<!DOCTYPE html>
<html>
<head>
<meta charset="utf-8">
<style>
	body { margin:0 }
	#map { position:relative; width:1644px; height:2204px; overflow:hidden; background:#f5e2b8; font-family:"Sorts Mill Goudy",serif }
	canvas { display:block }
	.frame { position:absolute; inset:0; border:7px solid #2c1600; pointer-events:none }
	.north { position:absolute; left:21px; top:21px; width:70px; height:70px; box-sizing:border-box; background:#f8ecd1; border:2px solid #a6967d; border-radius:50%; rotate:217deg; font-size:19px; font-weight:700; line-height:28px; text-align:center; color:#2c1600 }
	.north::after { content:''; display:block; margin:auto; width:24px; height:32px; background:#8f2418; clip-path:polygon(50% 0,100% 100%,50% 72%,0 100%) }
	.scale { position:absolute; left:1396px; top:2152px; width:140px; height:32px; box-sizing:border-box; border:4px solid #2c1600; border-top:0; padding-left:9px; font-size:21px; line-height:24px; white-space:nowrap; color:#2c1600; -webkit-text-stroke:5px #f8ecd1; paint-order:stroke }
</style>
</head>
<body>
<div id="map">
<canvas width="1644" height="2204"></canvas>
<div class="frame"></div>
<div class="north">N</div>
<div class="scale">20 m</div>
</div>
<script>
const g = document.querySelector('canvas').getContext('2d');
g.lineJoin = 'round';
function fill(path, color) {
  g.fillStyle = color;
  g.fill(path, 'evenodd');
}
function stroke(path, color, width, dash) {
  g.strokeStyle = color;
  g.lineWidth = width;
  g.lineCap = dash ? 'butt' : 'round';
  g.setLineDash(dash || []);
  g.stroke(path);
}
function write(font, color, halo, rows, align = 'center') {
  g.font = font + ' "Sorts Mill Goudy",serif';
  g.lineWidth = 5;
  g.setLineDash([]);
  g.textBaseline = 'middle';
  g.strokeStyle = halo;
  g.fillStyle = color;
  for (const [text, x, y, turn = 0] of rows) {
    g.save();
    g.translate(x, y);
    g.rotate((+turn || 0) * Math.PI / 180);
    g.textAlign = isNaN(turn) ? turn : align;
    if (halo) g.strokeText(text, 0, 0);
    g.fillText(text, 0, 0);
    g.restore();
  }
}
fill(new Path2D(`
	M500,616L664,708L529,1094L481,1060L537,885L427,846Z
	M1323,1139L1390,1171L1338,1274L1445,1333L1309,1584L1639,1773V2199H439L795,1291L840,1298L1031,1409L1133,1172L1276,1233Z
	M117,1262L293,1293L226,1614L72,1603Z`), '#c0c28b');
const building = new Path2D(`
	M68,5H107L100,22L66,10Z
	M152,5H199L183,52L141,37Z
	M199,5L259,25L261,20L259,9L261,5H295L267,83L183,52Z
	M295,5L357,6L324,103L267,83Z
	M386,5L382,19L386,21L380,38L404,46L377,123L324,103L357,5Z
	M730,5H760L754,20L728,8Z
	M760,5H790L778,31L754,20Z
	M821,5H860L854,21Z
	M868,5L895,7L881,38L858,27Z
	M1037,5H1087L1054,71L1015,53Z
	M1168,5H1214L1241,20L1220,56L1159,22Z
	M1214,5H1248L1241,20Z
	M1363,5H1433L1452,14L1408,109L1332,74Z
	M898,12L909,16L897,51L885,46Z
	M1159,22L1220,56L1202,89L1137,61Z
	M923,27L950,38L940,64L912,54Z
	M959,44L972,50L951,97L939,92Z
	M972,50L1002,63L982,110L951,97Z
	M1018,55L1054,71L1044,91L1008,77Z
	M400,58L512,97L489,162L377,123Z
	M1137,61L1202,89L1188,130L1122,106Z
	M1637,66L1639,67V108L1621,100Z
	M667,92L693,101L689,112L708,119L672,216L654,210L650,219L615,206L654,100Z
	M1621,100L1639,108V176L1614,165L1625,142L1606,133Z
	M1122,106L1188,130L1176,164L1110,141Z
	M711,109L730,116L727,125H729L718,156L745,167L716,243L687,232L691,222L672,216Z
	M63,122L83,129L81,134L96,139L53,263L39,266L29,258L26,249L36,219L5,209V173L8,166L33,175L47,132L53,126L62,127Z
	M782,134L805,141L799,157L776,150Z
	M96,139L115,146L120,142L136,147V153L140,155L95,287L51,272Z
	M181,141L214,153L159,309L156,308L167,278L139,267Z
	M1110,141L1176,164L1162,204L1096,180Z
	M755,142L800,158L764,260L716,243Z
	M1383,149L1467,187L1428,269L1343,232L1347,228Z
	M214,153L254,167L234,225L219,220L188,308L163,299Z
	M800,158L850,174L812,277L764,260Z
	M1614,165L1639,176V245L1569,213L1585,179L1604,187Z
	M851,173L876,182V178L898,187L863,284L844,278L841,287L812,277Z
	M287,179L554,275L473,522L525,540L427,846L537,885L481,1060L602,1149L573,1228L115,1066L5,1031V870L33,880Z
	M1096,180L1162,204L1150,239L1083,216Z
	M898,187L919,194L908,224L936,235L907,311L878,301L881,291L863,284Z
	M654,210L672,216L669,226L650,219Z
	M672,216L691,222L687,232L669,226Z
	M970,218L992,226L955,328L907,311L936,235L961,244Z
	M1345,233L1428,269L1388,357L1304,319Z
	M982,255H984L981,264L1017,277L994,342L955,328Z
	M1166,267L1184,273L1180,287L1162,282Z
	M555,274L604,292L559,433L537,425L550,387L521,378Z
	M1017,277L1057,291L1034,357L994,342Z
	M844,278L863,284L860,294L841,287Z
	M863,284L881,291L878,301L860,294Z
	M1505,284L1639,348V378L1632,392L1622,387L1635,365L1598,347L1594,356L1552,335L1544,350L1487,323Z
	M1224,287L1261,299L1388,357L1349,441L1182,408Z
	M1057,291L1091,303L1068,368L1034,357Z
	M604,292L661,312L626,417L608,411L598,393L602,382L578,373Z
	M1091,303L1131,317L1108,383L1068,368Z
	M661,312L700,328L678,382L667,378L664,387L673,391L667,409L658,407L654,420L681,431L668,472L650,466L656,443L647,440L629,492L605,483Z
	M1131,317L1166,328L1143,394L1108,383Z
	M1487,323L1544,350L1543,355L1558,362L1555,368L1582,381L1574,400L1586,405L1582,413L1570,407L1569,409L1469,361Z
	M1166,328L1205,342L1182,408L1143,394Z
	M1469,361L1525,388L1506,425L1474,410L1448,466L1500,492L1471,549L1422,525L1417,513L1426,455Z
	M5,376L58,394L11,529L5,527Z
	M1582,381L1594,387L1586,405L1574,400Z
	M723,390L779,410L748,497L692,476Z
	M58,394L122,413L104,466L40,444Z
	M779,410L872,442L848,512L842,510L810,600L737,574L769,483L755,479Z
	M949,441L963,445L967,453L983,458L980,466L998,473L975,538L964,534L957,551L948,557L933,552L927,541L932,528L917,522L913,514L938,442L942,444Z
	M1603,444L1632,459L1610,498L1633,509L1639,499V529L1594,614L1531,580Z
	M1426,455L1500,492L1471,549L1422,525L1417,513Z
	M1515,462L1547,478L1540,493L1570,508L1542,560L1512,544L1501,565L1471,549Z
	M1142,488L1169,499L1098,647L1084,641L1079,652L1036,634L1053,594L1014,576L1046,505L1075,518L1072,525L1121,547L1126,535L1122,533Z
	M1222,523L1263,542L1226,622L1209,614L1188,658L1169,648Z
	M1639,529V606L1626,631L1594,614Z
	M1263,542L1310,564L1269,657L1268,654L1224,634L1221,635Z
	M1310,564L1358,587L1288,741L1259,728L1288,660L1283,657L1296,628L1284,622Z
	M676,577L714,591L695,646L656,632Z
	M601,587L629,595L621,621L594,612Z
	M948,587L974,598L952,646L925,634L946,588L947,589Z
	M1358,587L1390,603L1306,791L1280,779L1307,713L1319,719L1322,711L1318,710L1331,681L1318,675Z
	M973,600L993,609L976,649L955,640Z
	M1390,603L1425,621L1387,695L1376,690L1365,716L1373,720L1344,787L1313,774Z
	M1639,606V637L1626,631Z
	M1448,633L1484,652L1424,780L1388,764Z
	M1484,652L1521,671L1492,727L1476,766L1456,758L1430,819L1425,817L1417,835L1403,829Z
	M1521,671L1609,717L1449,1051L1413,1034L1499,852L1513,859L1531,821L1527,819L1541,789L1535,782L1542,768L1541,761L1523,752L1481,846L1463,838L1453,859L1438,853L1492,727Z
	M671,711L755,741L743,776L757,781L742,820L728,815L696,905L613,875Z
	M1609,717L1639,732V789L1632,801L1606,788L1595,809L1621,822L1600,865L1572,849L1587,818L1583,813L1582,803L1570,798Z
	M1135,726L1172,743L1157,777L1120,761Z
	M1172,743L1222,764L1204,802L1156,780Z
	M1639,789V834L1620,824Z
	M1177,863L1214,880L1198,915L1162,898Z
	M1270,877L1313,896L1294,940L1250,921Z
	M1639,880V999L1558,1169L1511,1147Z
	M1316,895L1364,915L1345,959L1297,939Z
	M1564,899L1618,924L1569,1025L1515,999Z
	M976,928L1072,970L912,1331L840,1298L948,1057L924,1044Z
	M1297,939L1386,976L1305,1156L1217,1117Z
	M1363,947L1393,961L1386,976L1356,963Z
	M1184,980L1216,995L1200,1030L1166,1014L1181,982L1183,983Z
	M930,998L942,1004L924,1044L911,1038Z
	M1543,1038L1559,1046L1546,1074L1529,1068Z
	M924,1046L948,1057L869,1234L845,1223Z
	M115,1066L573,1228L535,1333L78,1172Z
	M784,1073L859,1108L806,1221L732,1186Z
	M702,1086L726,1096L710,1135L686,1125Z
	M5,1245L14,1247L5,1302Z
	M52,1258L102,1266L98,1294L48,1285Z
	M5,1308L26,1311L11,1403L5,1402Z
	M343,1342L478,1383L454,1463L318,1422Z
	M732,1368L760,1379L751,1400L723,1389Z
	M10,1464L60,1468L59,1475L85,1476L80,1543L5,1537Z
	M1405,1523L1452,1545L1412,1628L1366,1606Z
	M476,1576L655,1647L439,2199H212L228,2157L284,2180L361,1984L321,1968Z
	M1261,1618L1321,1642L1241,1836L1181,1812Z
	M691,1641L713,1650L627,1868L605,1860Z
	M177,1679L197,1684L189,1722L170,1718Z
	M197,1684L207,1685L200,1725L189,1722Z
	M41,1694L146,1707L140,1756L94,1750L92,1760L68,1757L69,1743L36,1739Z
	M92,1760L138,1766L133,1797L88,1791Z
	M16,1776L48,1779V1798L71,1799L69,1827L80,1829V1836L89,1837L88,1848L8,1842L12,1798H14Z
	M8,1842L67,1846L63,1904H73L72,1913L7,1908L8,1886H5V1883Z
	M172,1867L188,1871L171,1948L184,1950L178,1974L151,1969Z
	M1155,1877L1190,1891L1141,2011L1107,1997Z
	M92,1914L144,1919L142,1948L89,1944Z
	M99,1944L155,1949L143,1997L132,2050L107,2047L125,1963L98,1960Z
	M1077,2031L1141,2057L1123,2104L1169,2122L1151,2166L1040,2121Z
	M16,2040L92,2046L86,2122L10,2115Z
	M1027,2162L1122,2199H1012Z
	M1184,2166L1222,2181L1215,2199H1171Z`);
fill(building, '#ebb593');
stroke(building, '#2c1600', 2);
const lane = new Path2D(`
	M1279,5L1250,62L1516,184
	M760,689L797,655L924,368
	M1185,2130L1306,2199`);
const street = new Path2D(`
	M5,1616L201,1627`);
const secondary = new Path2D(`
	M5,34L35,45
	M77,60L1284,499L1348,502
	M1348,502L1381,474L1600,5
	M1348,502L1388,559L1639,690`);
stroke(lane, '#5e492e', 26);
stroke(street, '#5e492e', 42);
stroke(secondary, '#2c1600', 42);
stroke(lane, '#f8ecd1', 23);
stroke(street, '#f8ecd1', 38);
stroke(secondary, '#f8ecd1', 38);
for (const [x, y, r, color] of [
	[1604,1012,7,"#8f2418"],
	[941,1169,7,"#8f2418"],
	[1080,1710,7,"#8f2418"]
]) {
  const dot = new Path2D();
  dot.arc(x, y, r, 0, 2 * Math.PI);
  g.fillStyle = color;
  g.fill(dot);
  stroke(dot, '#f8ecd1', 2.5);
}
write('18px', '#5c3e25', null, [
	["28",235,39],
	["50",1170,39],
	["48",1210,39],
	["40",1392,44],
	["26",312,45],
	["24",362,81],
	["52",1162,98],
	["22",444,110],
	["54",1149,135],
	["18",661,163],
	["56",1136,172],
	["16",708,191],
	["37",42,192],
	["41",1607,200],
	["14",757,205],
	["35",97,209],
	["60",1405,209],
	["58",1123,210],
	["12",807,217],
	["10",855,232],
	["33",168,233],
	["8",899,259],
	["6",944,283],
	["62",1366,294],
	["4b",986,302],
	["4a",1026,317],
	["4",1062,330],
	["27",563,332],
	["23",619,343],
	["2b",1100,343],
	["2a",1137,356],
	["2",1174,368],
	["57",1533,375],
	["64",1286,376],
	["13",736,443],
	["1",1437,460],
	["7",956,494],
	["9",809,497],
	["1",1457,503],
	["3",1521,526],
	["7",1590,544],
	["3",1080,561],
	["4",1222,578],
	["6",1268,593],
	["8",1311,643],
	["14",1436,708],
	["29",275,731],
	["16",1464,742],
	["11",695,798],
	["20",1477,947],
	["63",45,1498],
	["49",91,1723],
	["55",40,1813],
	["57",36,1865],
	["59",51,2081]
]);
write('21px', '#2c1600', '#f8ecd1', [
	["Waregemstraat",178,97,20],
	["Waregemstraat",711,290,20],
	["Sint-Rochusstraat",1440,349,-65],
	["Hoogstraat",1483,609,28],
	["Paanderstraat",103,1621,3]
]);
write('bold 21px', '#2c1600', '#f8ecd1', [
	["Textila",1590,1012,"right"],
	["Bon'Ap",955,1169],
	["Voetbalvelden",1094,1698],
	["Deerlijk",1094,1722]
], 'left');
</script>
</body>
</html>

————

◆ YOUR ASSIGNMENT: Write out the records above exactly, from the opening line to the line with "g.fillText(text, 0, 0);", including both, with nothing added.

◆ ANSWER FOR THIS EXERCISE:
<!DOCTYPE html>
<html>
<head>
<meta charset="utf-8">
<style>
	body { margin:0 }
	#map { position:relative; width:1644px; height:2204px; overflow:hidden; background:#f5e2b8; font-family:"Sorts Mill Goudy",serif }
	canvas { display:block }
	.frame { position:absolute; inset:0; border:7px solid #2c1600; pointer-events:none }
	.north { position:absolute; left:21px; top:21px; width:70px; height:70px; box-sizing:border-box; background:#f8ecd1; border:2px solid #a6967d; border-radius:50%; rotate:217deg; font-size:19px; font-weight:700; line-height:28px; text-align:center; color:#2c1600 }
	.north::after { content:''; display:block; margin:auto; width:24px; height:32px; background:#8f2418; clip-path:polygon(50% 0,100% 100%,50% 72%,0 100%) }
	.scale { position:absolute; left:1396px; top:2152px; width:140px; height:32px; box-sizing:border-box; border:4px solid #2c1600; border-top:0; padding-left:9px; font-size:21px; line-height:24px; white-space:nowrap; color:#2c1600; -webkit-text-stroke:5px #f8ecd1; paint-order:stroke }
</style>
</head>
<body>
<div id="map">
<canvas width="1644" height="2204"></canvas>
<div class="frame"></div>
<div class="north">N</div>
<div class="scale">20 m</div>
</div>
<script>
const g = document.querySelector('canvas').getContext('2d');
g.lineJoin = 'round';
function fill(path, color) {
  g.fillStyle = color;
  g.fill(path, 'evenodd');
}
function stroke(path, color, width, dash) {
  g.strokeStyle = color;
  g.lineWidth = width;
  g.lineCap = dash ? 'butt' : 'round';
  g.setLineDash(dash || []);
  g.stroke(path);
}
function write(font, color, halo, rows, align = 'center') {
  g.font = font + ' "Sorts Mill Goudy",serif';
  g.lineWidth = 5;
  g.setLineDash([]);
  g.textBaseline = 'middle';
  g.strokeStyle = halo;
  g.fillStyle = color;
  for (const [text, x, y, turn = 0] of rows) {
    g.save();
    g.translate(x, y);
    g.rotate((+turn || 0) * Math.PI / 180);
    g.textAlign = isNaN(turn) ? turn : align;
    if (halo) g.strokeText(text, 0, 0);
    g.fillText(text, 0, 0);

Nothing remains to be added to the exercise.